(Items listed in a dataset)

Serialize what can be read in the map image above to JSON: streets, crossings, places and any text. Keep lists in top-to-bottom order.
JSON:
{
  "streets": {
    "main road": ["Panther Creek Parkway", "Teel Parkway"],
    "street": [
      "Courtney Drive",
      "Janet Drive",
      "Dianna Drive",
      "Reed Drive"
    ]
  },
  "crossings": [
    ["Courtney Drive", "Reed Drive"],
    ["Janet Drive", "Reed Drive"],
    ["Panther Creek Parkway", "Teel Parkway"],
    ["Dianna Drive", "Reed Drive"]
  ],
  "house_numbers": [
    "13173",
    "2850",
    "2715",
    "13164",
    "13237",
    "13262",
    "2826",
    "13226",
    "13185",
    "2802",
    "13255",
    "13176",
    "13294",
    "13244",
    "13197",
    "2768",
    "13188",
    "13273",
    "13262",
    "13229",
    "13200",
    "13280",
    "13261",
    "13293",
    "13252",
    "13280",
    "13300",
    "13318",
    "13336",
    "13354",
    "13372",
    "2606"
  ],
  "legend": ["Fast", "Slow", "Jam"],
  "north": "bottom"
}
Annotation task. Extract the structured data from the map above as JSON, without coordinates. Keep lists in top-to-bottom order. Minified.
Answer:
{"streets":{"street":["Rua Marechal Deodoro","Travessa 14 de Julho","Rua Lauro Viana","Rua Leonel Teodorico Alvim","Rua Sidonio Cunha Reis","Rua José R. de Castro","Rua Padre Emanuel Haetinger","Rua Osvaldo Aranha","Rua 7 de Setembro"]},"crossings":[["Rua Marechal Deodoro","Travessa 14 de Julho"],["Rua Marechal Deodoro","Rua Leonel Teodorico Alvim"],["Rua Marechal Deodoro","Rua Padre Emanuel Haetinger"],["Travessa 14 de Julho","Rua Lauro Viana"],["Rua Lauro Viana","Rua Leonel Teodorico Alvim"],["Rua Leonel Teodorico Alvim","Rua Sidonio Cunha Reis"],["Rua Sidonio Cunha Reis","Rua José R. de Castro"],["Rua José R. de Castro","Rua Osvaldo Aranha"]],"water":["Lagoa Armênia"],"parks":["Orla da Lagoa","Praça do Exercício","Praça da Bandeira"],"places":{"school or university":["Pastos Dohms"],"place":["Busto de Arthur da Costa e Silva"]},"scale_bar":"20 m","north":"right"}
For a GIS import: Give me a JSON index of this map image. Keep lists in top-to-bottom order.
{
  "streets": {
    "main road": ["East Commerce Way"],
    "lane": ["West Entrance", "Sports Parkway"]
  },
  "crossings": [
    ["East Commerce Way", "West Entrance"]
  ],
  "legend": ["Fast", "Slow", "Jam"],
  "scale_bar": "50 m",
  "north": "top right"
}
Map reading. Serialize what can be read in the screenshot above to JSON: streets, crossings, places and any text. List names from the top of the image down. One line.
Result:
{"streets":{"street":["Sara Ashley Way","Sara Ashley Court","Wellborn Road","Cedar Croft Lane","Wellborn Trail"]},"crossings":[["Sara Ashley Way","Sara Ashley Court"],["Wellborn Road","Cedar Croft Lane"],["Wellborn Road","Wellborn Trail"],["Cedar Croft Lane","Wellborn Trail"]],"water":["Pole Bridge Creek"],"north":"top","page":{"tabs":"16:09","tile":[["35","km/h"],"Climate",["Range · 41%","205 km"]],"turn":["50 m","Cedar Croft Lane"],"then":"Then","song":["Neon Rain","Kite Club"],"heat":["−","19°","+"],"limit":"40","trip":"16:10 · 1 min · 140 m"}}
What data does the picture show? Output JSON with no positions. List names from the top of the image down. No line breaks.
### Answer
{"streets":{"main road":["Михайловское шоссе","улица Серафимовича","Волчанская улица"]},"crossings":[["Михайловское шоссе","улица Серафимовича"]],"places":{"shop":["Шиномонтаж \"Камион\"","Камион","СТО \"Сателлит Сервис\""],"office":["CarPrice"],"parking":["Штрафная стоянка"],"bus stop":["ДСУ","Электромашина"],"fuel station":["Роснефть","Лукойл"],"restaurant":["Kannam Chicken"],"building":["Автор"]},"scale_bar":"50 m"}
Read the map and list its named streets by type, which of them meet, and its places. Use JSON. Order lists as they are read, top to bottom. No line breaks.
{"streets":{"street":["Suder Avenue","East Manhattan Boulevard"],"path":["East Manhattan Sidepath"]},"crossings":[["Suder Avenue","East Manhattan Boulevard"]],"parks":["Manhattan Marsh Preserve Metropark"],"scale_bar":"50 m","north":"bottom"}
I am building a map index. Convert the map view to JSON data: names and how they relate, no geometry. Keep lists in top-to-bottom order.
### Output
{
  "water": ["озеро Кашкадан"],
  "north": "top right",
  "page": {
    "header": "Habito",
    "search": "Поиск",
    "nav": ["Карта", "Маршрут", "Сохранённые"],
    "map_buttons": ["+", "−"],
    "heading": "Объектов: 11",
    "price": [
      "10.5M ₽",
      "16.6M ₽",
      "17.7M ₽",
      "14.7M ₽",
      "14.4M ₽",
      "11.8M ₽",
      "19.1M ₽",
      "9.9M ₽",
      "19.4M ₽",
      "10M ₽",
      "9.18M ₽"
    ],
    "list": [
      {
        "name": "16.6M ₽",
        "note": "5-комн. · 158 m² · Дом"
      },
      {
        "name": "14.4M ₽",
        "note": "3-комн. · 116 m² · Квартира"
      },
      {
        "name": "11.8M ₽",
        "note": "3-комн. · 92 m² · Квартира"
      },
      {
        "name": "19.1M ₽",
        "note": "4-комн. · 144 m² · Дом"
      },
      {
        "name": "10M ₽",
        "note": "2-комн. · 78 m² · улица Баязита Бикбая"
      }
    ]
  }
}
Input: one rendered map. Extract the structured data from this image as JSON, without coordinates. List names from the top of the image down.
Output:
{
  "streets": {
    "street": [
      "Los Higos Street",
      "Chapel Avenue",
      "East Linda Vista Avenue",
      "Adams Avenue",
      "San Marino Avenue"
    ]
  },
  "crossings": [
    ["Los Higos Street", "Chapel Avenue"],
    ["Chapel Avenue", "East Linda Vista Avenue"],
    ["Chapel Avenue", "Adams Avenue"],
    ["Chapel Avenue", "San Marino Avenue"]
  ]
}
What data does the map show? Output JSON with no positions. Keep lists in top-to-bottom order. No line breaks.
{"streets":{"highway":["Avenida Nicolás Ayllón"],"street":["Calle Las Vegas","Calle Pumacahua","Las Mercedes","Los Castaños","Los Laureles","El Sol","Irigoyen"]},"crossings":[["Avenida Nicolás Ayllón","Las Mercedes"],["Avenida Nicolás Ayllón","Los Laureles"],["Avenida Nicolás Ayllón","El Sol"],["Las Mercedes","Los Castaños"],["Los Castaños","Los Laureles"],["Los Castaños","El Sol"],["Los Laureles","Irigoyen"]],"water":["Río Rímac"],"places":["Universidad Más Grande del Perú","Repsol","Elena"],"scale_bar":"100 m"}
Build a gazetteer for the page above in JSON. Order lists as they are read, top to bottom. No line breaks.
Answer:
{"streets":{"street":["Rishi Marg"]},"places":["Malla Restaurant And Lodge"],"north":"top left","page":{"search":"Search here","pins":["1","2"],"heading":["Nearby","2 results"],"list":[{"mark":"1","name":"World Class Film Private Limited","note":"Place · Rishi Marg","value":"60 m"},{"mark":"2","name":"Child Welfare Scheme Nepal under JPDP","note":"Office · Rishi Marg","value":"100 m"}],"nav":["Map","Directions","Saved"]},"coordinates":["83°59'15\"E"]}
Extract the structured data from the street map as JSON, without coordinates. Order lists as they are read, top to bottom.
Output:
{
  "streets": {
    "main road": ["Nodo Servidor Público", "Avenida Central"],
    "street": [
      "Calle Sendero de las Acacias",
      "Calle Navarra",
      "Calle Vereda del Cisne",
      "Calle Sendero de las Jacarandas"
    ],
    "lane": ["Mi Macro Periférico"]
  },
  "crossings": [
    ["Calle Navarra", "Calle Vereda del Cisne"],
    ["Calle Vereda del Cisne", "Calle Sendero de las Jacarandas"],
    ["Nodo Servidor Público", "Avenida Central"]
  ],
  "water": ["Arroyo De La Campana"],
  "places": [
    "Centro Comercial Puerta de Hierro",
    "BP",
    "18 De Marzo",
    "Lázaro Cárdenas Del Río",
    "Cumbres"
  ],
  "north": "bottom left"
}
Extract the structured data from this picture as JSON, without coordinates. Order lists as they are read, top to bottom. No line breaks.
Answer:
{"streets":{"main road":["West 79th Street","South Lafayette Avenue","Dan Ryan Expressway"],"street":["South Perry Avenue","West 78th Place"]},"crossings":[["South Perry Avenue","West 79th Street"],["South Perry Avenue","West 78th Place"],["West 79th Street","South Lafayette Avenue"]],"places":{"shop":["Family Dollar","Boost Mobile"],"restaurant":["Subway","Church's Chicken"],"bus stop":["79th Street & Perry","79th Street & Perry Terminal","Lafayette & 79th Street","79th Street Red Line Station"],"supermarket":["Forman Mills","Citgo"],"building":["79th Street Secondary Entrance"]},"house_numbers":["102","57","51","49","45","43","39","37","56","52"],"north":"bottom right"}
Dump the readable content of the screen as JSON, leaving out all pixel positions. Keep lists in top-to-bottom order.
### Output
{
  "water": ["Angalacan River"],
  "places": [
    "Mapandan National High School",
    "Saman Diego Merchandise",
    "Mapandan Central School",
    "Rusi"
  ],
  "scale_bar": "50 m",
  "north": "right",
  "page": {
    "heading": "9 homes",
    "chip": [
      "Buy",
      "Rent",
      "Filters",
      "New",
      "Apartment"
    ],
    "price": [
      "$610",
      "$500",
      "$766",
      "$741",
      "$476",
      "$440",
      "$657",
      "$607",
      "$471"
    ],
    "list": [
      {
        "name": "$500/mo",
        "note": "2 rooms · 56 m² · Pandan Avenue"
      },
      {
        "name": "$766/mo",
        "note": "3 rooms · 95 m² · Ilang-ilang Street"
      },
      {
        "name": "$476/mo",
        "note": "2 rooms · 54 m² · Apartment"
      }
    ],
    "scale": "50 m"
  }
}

§ DESCRIPTION OF THE TASK: If a line in the data above holds the string "names", copy it.

§ RESPONSE BELOW:
Map reading. Serialize what can be read in the screenshot above to JSON: streets, crossings, places and any text. List names from the top of the image down. One line.
What data does the picture show? Output JSON with no positions. List names from the top of the image down. No line breaks.
I am building a map index. Convert the map view to JSON data: names and how they relate, no geometry. Keep lists in top-to-bottom order.
Input: one rendered map. Extract the structured data from this image as JSON, without coordinates. List names from the top of the image down.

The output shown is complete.